Influenza viruses are among the leading causes of acute respiratory tract infections worldwide. Natural influenza virus infections elicit both humoral and cellular immune responses. Although, neutralizing antibodies directed to the hemagglutinin (HA) globular head domain prevent reinfection with the same influenza virus they exert limited/no cross-reactivity with antigenically drifted variants or influenza viruses of different strains, it is therefore of interest to identify other correlates of protection.

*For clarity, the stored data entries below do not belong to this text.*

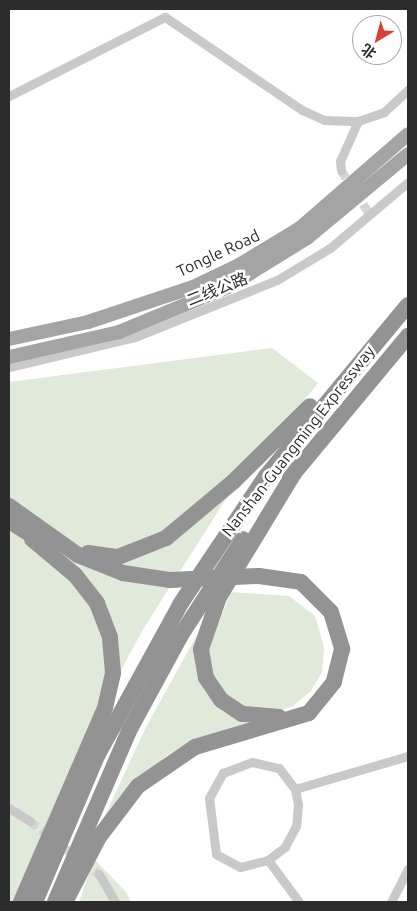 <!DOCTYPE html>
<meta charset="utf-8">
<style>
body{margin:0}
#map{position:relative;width:417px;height:911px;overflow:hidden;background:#fff;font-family:Ubuntu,"Noto Sans SC",sans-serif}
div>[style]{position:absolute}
.green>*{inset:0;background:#e0e9da}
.street-tunnel>*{height:9px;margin-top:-4.5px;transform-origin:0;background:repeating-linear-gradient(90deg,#d5d5d5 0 9px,transparent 0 13.5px)}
.street>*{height:9px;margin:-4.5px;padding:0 4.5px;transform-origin:4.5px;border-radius:4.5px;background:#c9c9c9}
.primary>*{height:14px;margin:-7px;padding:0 7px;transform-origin:7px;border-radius:7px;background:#a4a4a4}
.highway>*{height:16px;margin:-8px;padding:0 8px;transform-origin:8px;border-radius:8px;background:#939393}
span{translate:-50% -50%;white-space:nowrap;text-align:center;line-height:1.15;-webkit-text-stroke:5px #fff;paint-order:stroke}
.street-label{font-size:16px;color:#2c2c2c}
.frame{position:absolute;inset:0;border:10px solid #2c2c2c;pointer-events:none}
.north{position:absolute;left:352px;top:15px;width:50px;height:50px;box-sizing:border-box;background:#fff;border:1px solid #ababab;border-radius:50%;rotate:217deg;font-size:14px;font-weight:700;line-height:20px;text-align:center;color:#2c2c2c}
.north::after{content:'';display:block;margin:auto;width:18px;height:22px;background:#db3f37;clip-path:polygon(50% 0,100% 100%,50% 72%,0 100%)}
</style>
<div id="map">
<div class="green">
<div style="clip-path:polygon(272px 348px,318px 383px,226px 499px,142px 631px,103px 704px,16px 902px,9px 902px,9px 382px)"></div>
<div style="clip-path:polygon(231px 592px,289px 596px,315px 616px,324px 647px,322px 672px,311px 691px,293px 706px,281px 710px,244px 708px,225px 695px,212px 675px,208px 649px)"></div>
<div style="clip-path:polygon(197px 635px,195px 664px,205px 691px,214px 703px,252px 724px,193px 741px,166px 756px,120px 796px,102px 822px,146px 727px)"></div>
<div style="clip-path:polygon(94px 859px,126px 892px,131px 902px,79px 902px)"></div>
</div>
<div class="street-tunnel">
<div style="left:341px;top:170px;width:55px;rotate:56.9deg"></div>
<div style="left:30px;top:821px;width:87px;rotate:37.5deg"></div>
</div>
<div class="street">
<div style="left:9px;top:96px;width:175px;rotate:-26.9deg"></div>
<div style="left:165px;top:17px;width:166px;rotate:34.2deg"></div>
<div style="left:302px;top:110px;width:24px;rotate:24deg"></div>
<div style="left:324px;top:120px;width:34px;rotate:2deg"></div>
<div style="left:358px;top:121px;width:28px;rotate:-19deg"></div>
<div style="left:384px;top:112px;width:33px;rotate:-43deg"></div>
<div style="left:341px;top:170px;width:9px;rotate:-96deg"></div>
<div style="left:340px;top:161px;width:44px;rotate:-65.8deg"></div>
<div style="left:9px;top:367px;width:130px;rotate:-13.4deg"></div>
<div style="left:135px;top:337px;width:153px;rotate:-21.9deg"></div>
<div style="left:277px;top:280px;width:62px;rotate:-31.1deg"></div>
<div style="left:330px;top:248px;width:102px;rotate:-40.2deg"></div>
<div style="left:252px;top:762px;width:28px;rotate:13deg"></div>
<div style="left:279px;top:768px;width:26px;rotate:53deg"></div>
<div style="left:295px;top:789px;width:16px;rotate:79deg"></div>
<div style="left:298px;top:805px;width:21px;rotate:95deg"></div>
<div style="left:296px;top:826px;width:24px;rotate:118deg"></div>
<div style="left:285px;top:847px;width:21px;rotate:143deg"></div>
<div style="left:268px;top:860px;width:29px;rotate:166deg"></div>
<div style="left:240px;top:867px;width:27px;rotate:-152deg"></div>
<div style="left:216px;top:854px;width:56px;rotate:-97.1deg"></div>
<div style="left:209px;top:798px;width:29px;rotate:-61deg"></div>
<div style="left:223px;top:773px;width:31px;rotate:-21deg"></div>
<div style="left:295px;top:789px;width:118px;rotate:-16.3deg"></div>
<div style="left:9px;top:808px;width:25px;rotate:32deg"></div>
<div style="left:268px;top:860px;width:52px;rotate:53.6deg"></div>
<div style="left:99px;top:874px;width:32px;rotate:60deg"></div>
<div style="left:391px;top:902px;width:37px;rotate:-63deg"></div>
</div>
<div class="primary">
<div style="left:9px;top:339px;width:81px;rotate:-12.1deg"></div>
<div style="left:88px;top:322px;width:111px;rotate:-18.4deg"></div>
<div style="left:193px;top:287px;width:51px;rotate:-25.6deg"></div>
<div style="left:239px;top:265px;width:71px;rotate:-31.2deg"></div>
<div style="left:300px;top:228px;width:143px;rotate:-41deg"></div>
<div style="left:9px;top:357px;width:113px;rotate:-12.8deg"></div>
<div style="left:119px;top:332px;width:118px;rotate:-22.4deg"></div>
<div style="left:228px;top:287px;width:93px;rotate:-31.8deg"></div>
<div style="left:307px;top:238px;width:131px;rotate:-39.7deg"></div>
</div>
<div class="highway">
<div style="left:290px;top:478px;width:185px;rotate:-50.3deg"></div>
<div style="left:9px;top:506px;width:85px;rotate:35.4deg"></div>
<div style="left:78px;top:555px;width:48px;rotate:21.8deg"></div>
<div style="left:123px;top:573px;width:48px;rotate:8.5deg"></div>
<div style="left:170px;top:580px;width:89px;rotate:-2.6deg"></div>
<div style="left:259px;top:576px;width:42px;rotate:8.1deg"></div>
<div style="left:301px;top:582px;width:42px;rotate:45deg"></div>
<div style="left:331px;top:612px;width:39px;rotate:73deg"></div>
<div style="left:342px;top:649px;width:34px;rotate:104deg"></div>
<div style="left:334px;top:682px;width:40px;rotate:129deg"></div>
<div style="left:309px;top:713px;width:119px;rotate:163.4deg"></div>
<div style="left:195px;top:747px;width:69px;rotate:145.6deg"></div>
<div style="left:138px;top:786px;width:64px;rotate:127.4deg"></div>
<div style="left:99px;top:837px;width:73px;rotate:117.6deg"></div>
<div style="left:9px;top:521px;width:40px;rotate:32deg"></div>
<div style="left:88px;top:553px;width:30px;rotate:8deg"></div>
<div style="left:118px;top:557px;width:52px;rotate:-21.6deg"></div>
<div style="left:166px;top:538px;width:87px;rotate:-39.9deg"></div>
<div style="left:233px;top:482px;width:108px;rotate:-44.6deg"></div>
<div style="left:279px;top:717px;width:37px;rotate:-175deg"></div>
<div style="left:242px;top:714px;width:25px;rotate:-146deg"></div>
<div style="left:221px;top:700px;width:27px;rotate:-124deg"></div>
<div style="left:206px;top:678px;width:29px;rotate:-100deg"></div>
<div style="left:201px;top:649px;width:55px;rotate:-70.9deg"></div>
<div style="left:219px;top:597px;width:149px;rotate:-58.8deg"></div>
<div style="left:21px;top:902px;width:211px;rotate:-66.6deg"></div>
<div style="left:105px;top:708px;width:36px;rotate:-77deg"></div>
<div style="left:113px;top:673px;width:36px;rotate:-95deg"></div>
<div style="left:110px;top:637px;width:36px;rotate:-111deg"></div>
<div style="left:97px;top:603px;width:36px;rotate:-128deg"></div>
<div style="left:75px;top:575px;width:56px;rotate:-140.1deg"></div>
<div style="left:35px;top:902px;width:159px;rotate:-67deg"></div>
<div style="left:97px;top:756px;width:175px;rotate:-61.2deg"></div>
<div style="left:181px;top:603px;width:153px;rotate:-56.2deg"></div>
<div style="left:266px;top:476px;width:222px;rotate:-50.3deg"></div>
<div style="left:55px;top:902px;width:189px;rotate:-66.6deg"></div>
<div style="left:130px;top:729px;width:107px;rotate:-61.5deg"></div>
<div style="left:181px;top:635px;width:114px;rotate:-57.1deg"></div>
</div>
<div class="street-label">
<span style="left:218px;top:253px;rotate:-25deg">Tongle Road</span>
<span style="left:217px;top:289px;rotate:-22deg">二线公路</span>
<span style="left:298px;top:441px;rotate:-52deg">Nanshan-Guangming Expressway</span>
</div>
<div class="frame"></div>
<div class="north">北</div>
</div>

Cellular immunity, especially influenza virus-specific CD8+ cytotoxic T lymphocytes (CTLs), contribute to rapid clearance of influenza virus infections and thereby reduce viral shedding. Influenza virus-specific CTLs, elicited after seasonal influenza virus infections, are mainly directed to conserved internal proteins. In this dissertation we were able to demonstrate the cross-reactivity of seasonal influenza virus-specific CTLs with the novel and potentially pandemic A/H7N9 virus and between different lineages of influenza B viruses. Furthermore, using an unique PBMC donor cohort we were able to assess the longevity of these cells in healthy individuals. In addition, we were able to demonstrate that human influenza A viruses can impair the recognition of the HLA-A0201 restricted and highly conserved M158-66 epitope by specific CTLs by variations in the extra-epitopic amino acids. This CTL evasion strategy may have implications for the viral replication kinetics in HLA-A0201 individuals and thus the spread of influenza A viruses in the human population. Finally, we describe a novel adjuvant, G3/DT, that improves the immunogenicity of a standard inactivated seasonal influenza vaccine in terms of enhancing the antibody response and inducing a protective CTL response.